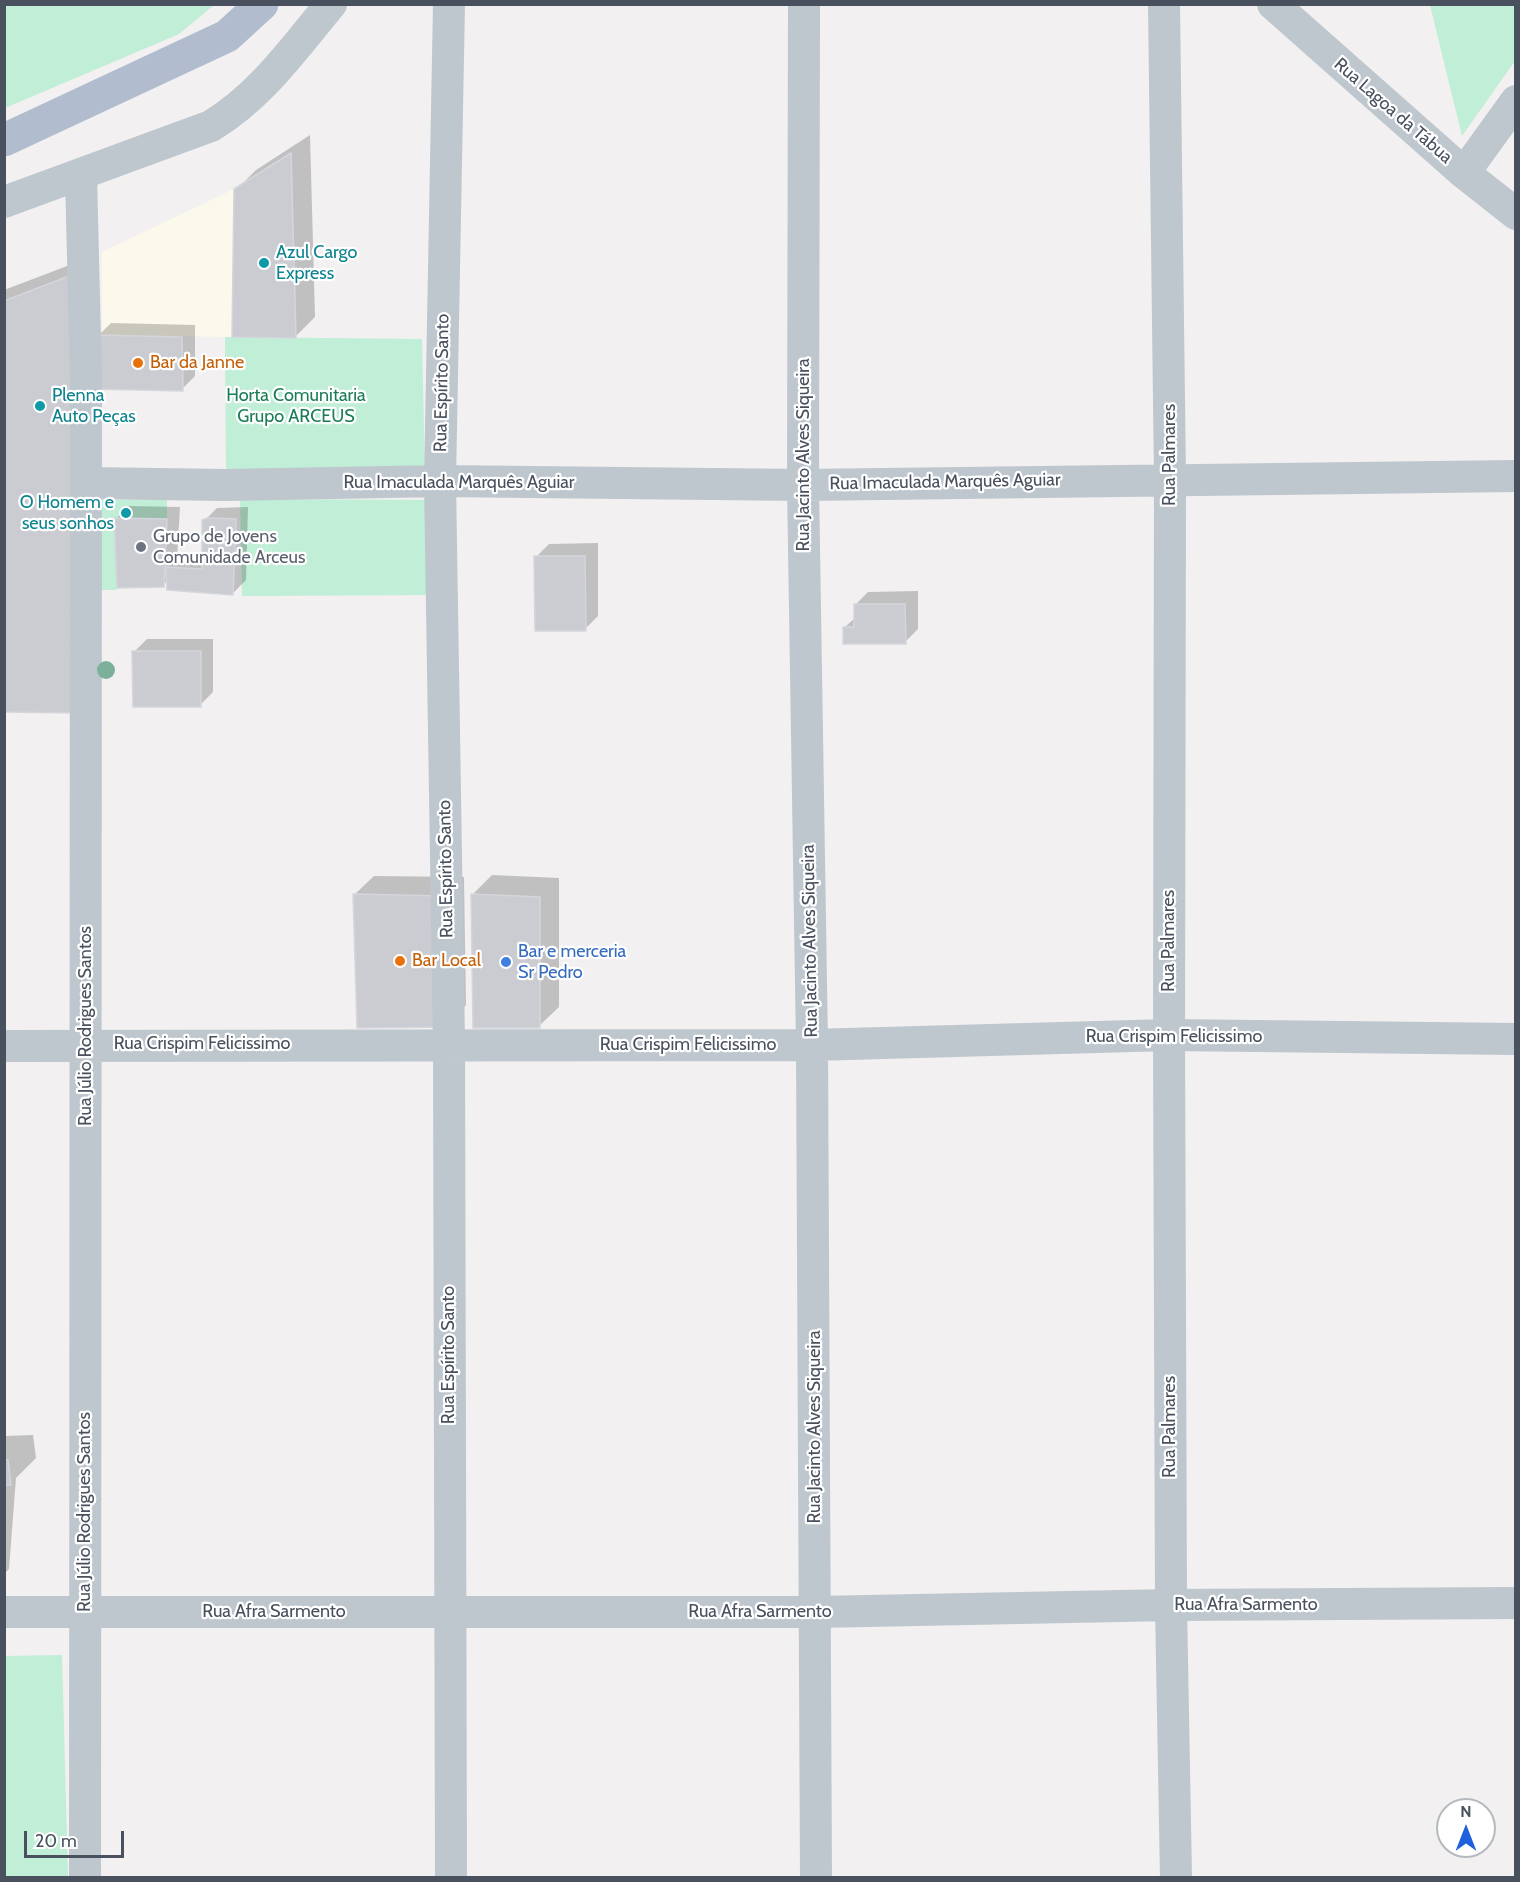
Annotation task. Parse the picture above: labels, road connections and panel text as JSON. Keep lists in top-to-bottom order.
{
  "streets": {
    "street": [
      "Rua Lagoa da Tábua",
      "Rua Espírito Santo",
      "Rua Jacinto Alves Siqueira",
      "Rua Palmares",
      "Rua Imaculada Marquês Aguiar",
      "Rua Júlio Rodrigues Santos",
      "Rua Crispim Felicissimo",
      "Rua Afra Sarmento"
    ]
  },
  "crossings": [
    ["Rua Espírito Santo", "Rua Imaculada Marquês Aguiar"],
    ["Rua Espírito Santo", "Rua Crispim Felicissimo"],
    ["Rua Espírito Santo", "Rua Afra Sarmento"],
    ["Rua Jacinto Alves Siqueira", "Rua Imaculada Marquês Aguiar"],
    ["Rua Jacinto Alves Siqueira", "Rua Crispim Felicissimo"],
    ["Rua Jacinto Alves Siqueira", "Rua Afra Sarmento"],
    ["Rua Palmares", "Rua Imaculada Marquês Aguiar"],
    ["Rua Palmares", "Rua Crispim Felicissimo"],
    ["Rua Palmares", "Rua Afra Sarmento"],
    ["Rua Imaculada Marquês Aguiar", "Rua Júlio Rodrigues Santos"],
    ["Rua Júlio Rodrigues Santos", "Rua Crispim Felicissimo"],
    ["Rua Júlio Rodrigues Santos", "Rua Afra Sarmento"]
  ],
  "parks": ["Horta Comunitaria Grupo ARCEUS"],
  "places": [
    "Azul Cargo Express",
    "Bar da Janne",
    "Plenna Auto Peças",
    "O Homem e seus sonhos",
    "Grupo de Jovens Comunidade Arceus",
    "Bar Local",
    "Bar e merceria Sr Pedro"
  ],
  "scale_bar": "20 m",
  "north": "top"
}
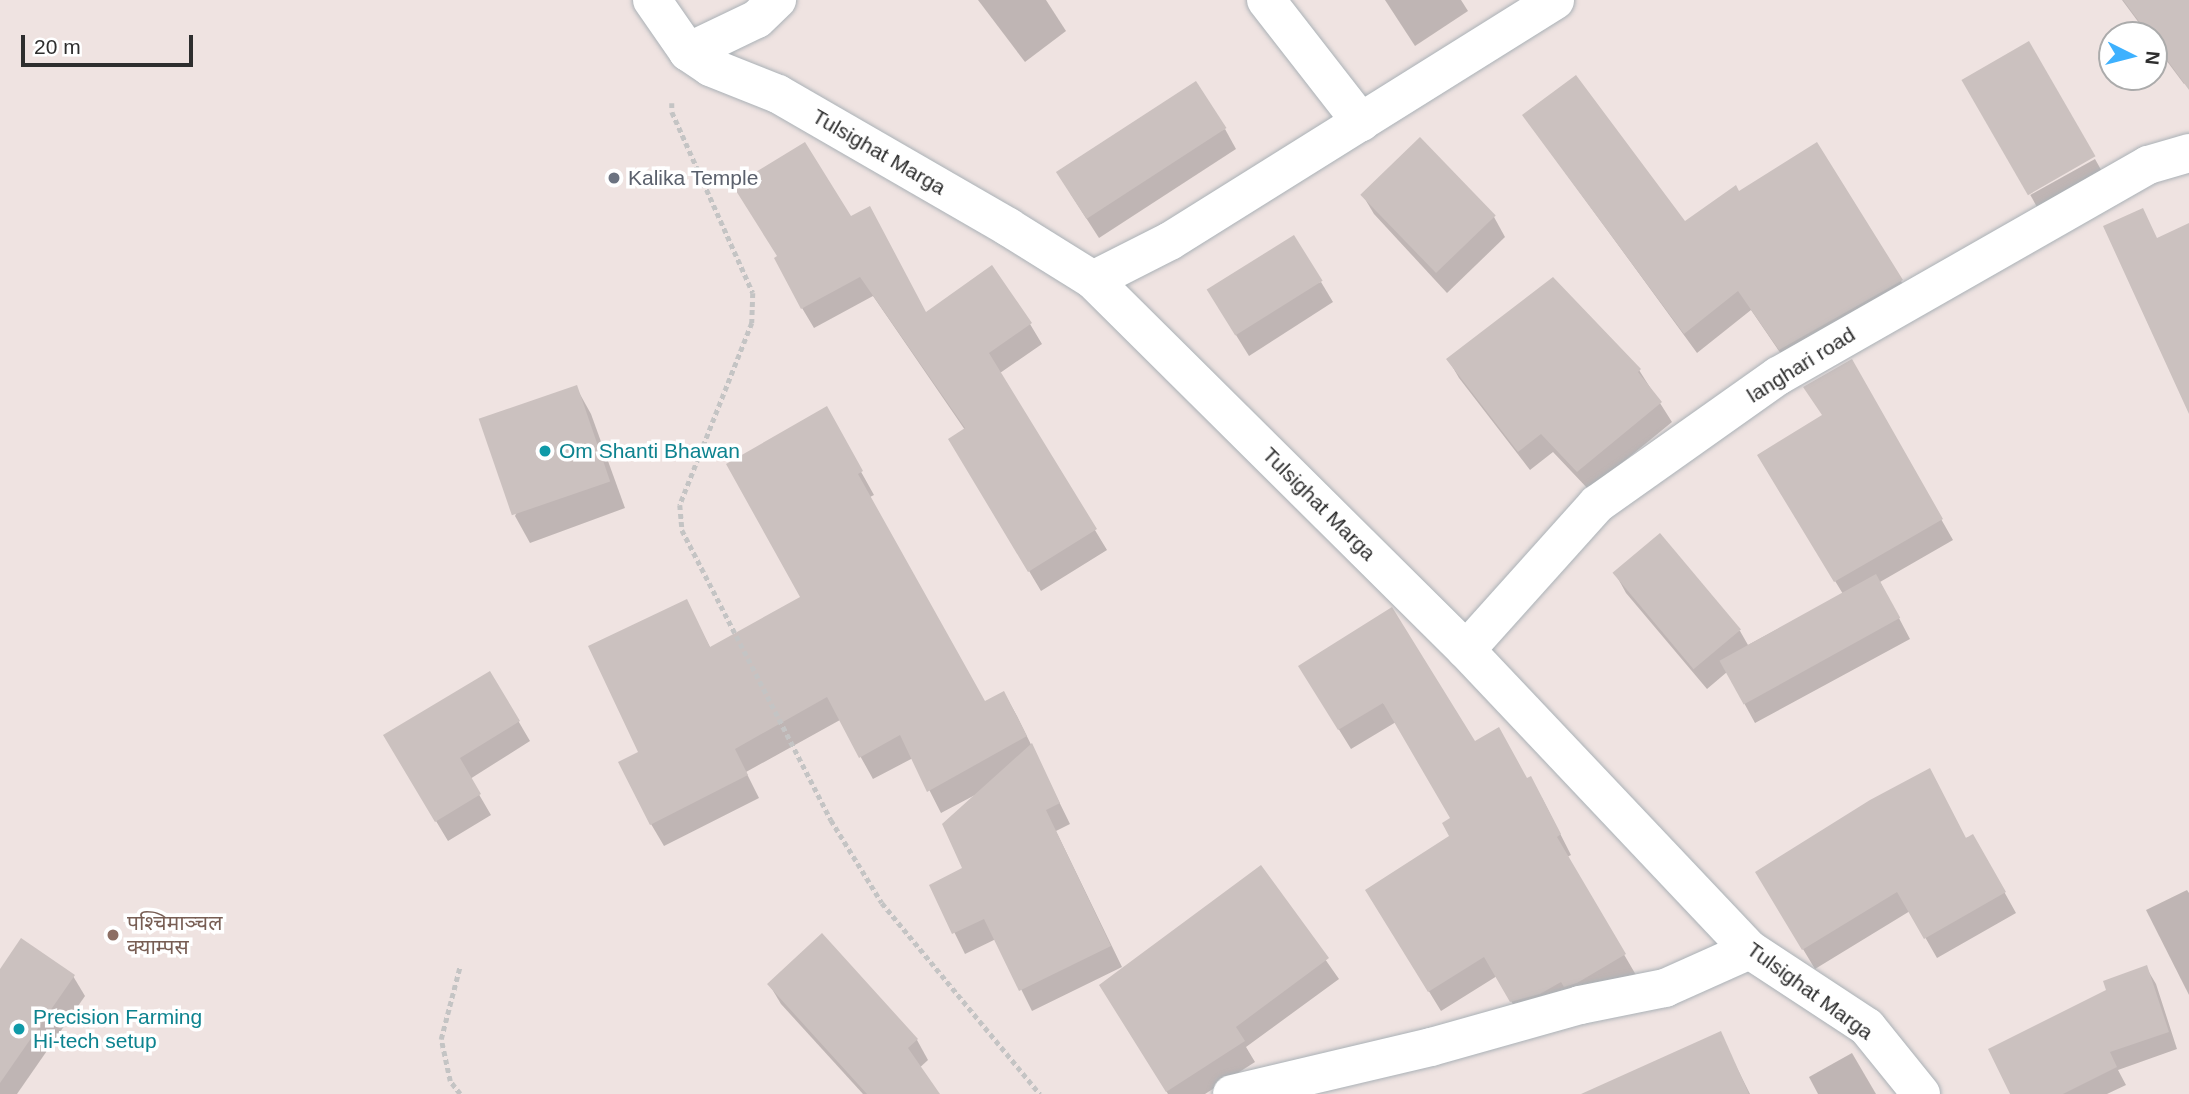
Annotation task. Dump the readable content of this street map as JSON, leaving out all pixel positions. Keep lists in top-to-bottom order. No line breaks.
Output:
{"streets":{"street":["Tulsighat Marga","langhari road"]},"crossings":[["Tulsighat Marga","langhari road"]],"places":["Kalika Temple","Om Shanti Bhawan","पश्‍चिमाञ्‍चल क्याम्पस","Precision Farming Hi-tech setup"],"scale_bar":"20 m","north":"right"}
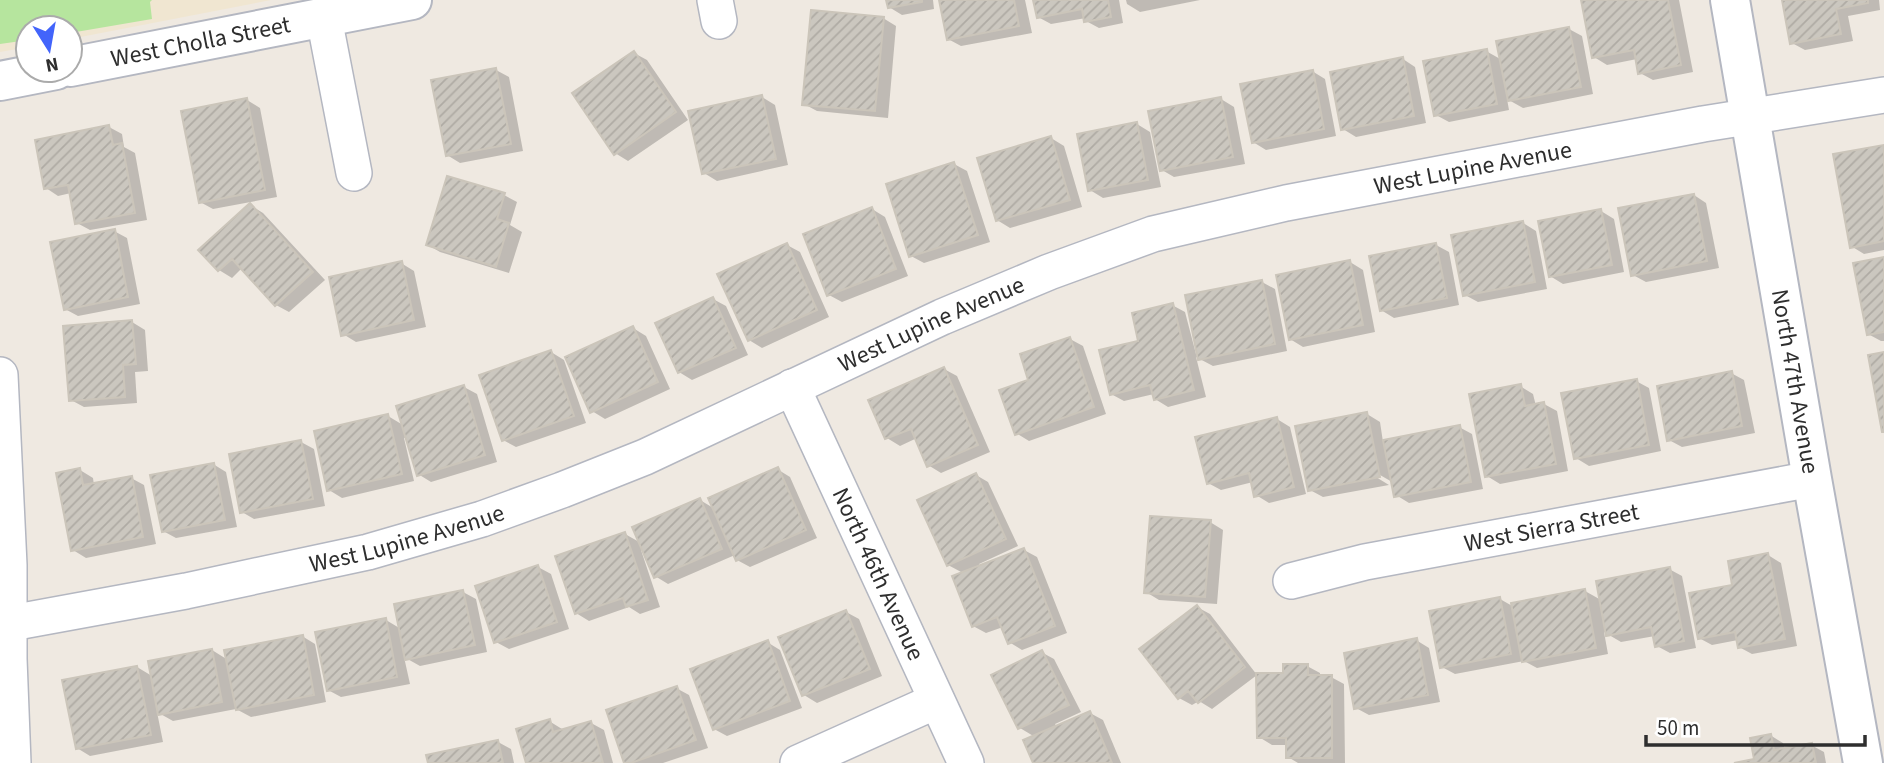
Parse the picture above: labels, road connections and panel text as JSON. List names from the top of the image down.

++++++++

## Work instruction
Write out everything in the data word for word. Omit each picture.

## Solution to the problem
Annotation task. Parse the picture above: labels, road connections and panel text as JSON. Keep lists in top-to-bottom order.
{
  "streets": {
    "street": [
      "Rua Lagoa da Tábua",
      "Rua Espírito Santo",
      "Rua Jacinto Alves Siqueira",
      "Rua Palmares",
      "Rua Imaculada Marquês Aguiar",
      "Rua Júlio Rodrigues Santos",
      "Rua Crispim Felicissimo",
      "Rua Afra Sarmento"
    ]
  },
  "crossings": [
    ["Rua Espírito Santo", "Rua Imaculada Marquês Aguiar"],
    ["Rua Espírito Santo", "Rua Crispim Felicissimo"],
    ["Rua Espírito Santo", "Rua Afra Sarmento"],
    ["Rua Jacinto Alves Siqueira", "Rua Imaculada Marquês Aguiar"],
    ["Rua Jacinto Alves Siqueira", "Rua Crispim Felicissimo"],
    ["Rua Jacinto Alves Siqueira", "Rua Afra Sarmento"],
    ["Rua Palmares", "Rua Imaculada Marquês Aguiar"],
    ["Rua Palmares", "Rua Crispim Felicissimo"],
    ["Rua Palmares", "Rua Afra Sarmento"],
    ["Rua Imaculada Marquês Aguiar", "Rua Júlio Rodrigues Santos"],
    ["Rua Júlio Rodrigues Santos", "Rua Crispim Felicissimo"],
    ["Rua Júlio Rodrigues Santos", "Rua Afra Sarmento"]
  ],
  "parks": ["Horta Comunitaria Grupo ARCEUS"],
  "places": [
    "Azul Cargo Express",
    "Bar da Janne",
    "Plenna Auto Peças",
    "O Homem e seus sonhos",
    "Grupo de Jovens Comunidade Arceus",
    "Bar Local",
    "Bar e merceria Sr Pedro"
  ],
  "scale_bar": "20 m",
  "north": "top"
}
Annotation task. Dump the readable content of this street map as JSON, leaving out all pixel positions. Keep lists in top-to-bottom order. No line breaks.
Output:
{"streets":{"street":["Tulsighat Marga","langhari road"]},"crossings":[["Tulsighat Marga","langhari road"]],"places":["Kalika Temple","Om Shanti Bhawan","पश्‍चिमाञ्‍चल क्याम्पस","Precision Farming Hi-tech setup"],"scale_bar":"20 m","north":"right"}
Parse the picture above: labels, road connections and panel text as JSON. List names from the top of the image down.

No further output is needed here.